Your task:
Retype only the lines running from the beginning of the entries below to the line with "function fill(path, color)", both included. Do not include pictures.

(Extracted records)
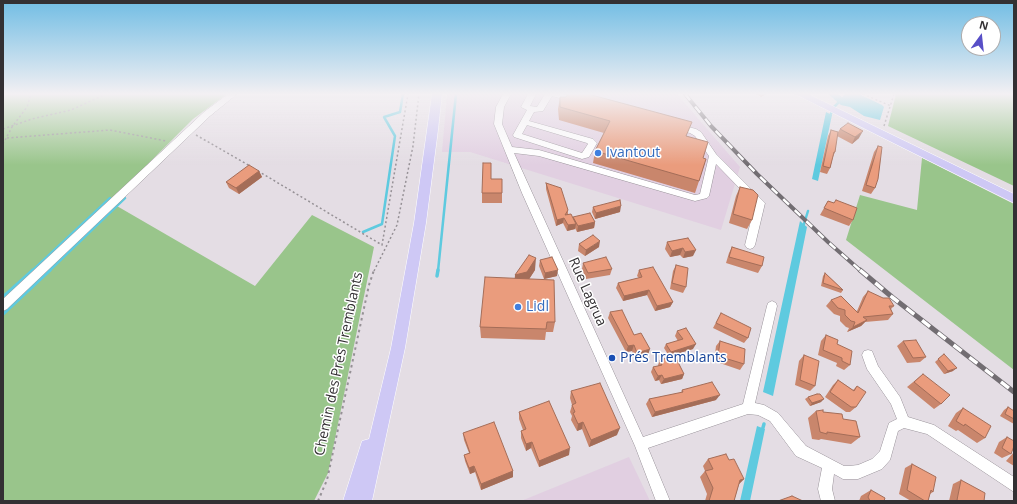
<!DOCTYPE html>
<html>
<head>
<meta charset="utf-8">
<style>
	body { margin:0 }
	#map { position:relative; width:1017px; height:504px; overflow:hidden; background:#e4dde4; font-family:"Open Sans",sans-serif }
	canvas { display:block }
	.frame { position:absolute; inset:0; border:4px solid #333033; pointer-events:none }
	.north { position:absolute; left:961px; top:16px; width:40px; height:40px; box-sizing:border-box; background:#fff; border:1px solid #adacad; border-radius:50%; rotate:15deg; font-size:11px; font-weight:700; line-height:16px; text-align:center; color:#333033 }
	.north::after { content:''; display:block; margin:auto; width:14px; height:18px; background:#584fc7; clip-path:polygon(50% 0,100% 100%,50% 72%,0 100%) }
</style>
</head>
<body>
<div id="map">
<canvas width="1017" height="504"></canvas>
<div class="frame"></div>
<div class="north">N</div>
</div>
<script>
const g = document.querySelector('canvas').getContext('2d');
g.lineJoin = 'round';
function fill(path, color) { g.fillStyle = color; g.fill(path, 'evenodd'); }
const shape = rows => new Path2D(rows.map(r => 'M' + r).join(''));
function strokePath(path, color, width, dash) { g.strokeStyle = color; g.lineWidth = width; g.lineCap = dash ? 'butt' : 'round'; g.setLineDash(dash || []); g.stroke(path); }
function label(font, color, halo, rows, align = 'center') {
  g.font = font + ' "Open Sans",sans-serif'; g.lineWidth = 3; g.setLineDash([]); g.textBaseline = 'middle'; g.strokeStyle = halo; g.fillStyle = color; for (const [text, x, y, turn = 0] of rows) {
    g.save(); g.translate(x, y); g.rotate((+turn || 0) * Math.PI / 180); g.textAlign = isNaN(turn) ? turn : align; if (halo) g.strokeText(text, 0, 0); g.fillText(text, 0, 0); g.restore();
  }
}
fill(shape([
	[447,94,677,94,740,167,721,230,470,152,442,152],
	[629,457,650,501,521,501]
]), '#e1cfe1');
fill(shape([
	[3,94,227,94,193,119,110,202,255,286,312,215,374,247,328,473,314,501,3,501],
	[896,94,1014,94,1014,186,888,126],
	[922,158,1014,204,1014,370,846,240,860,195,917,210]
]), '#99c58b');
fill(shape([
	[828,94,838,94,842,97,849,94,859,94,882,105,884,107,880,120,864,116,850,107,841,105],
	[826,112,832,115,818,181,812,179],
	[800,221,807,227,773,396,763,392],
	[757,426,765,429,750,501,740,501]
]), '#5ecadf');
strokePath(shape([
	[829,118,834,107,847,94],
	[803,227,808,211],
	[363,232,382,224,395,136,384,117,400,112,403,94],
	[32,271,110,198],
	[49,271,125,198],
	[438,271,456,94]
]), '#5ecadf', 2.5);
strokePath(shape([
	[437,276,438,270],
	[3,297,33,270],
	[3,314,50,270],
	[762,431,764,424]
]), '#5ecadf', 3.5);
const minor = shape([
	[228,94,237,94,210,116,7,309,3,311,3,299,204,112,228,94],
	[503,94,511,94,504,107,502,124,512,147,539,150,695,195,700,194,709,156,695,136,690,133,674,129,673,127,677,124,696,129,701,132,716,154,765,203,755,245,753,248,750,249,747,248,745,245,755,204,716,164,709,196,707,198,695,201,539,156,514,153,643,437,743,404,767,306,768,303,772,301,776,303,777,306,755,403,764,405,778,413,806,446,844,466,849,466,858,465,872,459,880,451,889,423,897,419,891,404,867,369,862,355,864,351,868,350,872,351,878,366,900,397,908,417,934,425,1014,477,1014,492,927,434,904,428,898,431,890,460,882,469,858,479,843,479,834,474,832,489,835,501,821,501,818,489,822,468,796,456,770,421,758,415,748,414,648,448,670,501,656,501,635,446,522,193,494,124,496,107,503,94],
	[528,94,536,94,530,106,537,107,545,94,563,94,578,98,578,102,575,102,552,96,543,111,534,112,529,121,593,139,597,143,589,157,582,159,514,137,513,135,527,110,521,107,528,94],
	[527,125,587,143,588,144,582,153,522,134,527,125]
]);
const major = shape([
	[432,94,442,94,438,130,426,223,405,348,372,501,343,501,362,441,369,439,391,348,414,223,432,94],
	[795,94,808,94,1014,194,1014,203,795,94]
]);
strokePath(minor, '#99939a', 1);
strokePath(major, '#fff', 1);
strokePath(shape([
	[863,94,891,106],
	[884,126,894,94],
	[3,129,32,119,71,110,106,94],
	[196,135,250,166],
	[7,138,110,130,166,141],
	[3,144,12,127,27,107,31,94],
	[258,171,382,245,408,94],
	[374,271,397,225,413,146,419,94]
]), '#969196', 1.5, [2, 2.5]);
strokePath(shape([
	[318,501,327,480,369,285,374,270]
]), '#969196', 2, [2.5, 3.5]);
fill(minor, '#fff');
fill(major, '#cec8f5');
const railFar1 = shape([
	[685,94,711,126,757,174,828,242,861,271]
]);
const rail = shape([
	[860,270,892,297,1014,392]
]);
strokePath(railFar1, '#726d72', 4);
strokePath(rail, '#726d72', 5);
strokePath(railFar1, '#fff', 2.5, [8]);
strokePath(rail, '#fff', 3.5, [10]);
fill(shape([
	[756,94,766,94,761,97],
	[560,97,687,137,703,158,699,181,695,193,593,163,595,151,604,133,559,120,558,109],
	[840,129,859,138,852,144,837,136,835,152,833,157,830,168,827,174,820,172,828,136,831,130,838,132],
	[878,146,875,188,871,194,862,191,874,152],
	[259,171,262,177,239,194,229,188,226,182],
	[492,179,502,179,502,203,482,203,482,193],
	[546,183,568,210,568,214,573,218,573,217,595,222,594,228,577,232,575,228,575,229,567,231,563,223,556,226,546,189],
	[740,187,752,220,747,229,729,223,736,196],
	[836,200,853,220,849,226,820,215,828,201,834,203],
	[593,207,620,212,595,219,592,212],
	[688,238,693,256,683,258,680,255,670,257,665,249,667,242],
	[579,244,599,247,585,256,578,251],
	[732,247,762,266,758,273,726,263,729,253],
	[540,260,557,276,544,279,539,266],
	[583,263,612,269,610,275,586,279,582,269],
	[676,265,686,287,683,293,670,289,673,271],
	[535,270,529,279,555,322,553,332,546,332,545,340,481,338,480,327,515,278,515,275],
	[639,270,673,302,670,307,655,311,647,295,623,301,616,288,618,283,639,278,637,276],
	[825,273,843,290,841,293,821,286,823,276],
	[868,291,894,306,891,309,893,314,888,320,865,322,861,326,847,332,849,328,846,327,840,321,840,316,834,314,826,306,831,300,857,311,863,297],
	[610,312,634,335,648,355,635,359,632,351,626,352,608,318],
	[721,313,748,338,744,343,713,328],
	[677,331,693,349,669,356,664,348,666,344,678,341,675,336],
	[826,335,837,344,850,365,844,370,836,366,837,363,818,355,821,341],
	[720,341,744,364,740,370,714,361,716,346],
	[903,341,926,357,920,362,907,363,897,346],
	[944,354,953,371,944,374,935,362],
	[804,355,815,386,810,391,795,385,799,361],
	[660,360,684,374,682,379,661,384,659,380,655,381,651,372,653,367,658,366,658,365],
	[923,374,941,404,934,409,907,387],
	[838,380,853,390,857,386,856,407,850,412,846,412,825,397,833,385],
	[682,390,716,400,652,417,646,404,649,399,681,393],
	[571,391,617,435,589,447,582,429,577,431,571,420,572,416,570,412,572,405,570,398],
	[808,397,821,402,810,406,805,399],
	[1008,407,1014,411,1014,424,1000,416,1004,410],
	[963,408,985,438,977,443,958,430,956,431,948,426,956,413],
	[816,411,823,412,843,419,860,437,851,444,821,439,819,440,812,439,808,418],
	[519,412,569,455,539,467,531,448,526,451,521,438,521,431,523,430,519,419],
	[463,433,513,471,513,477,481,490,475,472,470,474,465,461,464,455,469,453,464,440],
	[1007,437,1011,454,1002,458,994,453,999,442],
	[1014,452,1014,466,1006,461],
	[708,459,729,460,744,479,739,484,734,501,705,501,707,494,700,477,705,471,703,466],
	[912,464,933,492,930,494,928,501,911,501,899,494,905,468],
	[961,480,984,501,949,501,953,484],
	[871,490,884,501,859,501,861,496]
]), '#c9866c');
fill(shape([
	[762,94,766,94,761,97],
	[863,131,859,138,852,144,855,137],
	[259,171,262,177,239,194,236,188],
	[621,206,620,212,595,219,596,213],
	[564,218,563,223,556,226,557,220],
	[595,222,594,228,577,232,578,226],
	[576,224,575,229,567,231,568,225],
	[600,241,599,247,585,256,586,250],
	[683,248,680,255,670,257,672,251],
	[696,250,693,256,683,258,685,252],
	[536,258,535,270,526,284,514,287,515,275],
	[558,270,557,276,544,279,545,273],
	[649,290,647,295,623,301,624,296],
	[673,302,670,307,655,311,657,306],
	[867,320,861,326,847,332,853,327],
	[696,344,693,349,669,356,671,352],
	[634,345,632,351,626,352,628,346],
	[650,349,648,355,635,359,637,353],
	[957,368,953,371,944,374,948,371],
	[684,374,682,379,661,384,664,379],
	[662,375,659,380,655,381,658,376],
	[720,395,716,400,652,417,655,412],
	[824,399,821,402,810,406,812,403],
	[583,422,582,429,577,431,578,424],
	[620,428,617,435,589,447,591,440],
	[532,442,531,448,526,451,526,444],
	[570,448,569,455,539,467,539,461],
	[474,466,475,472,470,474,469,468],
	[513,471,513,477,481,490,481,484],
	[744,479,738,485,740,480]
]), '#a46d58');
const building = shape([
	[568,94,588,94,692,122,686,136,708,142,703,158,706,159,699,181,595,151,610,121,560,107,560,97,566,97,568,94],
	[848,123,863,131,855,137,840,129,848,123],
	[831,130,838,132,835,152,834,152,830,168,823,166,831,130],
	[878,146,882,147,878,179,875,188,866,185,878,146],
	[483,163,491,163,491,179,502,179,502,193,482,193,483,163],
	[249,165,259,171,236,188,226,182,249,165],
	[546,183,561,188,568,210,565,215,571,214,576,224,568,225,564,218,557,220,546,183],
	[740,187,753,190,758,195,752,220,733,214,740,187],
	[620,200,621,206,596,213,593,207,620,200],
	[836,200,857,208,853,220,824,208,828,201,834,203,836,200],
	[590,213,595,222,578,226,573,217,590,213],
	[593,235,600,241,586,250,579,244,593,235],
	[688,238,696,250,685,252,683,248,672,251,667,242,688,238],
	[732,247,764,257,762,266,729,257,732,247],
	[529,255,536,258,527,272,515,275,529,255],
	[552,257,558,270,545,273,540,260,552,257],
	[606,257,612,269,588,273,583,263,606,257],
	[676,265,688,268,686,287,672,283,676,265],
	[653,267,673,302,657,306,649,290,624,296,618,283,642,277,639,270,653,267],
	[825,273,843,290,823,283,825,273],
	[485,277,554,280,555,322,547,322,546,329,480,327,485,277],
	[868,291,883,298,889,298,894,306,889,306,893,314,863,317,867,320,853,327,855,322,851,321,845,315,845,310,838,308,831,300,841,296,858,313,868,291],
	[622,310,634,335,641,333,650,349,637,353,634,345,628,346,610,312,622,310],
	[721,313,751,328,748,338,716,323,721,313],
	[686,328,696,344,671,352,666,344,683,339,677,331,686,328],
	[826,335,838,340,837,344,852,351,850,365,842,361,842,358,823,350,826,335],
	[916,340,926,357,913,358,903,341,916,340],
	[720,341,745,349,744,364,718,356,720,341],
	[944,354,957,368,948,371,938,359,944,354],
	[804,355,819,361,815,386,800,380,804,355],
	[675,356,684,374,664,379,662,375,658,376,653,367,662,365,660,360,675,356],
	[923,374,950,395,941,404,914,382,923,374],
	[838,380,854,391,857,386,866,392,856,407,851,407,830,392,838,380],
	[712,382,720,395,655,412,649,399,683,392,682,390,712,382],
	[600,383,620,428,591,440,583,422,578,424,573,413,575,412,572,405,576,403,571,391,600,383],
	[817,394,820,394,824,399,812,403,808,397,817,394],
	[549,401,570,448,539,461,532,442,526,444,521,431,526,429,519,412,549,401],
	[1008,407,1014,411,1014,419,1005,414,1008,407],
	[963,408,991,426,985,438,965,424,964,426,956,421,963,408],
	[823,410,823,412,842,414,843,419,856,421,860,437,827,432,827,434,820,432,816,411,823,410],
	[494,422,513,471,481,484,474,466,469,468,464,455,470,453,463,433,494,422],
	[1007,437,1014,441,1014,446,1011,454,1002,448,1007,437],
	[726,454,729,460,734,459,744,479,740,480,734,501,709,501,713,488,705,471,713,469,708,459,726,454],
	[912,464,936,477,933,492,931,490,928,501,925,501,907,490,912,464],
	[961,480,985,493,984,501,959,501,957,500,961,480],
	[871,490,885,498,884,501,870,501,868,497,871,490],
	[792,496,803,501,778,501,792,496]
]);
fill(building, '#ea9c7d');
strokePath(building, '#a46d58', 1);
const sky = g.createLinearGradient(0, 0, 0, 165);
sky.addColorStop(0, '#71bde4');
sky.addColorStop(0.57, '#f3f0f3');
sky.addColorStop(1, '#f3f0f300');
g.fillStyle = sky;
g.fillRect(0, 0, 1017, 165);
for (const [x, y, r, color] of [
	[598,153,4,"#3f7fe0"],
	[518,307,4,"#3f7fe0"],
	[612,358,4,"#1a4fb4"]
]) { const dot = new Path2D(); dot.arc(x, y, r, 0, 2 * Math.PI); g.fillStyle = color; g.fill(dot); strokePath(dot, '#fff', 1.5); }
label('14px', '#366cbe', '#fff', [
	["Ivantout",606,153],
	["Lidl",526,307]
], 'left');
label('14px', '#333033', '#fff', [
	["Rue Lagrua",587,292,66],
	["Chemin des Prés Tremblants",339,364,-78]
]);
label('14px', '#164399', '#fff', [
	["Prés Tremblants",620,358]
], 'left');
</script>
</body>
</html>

Exercise solution:
<!DOCTYPE html>
<html>
<head>
<meta charset="utf-8">
<style>
	body { margin:0 }
	#map { position:relative; width:1017px; height:504px; overflow:hidden; background:#e4dde4; font-family:"Open Sans",sans-serif }
	canvas { display:block }
	.frame { position:absolute; inset:0; border:4px solid #333033; pointer-events:none }
	.north { position:absolute; left:961px; top:16px; width:40px; height:40px; box-sizing:border-box; background:#fff; border:1px solid #adacad; border-radius:50%; rotate:15deg; font-size:11px; font-weight:700; line-height:16px; text-align:center; color:#333033 }
	.north::after { content:''; display:block; margin:auto; width:14px; height:18px; background:#584fc7; clip-path:polygon(50% 0,100% 100%,50% 72%,0 100%) }
</style>
</head>
<body>
<div id="map">
<canvas width="1017" height="504"></canvas>
<div class="frame"></div>
<div class="north">N</div>
</div>
<script>
const g = document.querySelector('canvas').getContext('2d');
g.lineJoin = 'round';
function fill(path, color) { g.fillStyle = color; g.fill(path, 'evenodd'); }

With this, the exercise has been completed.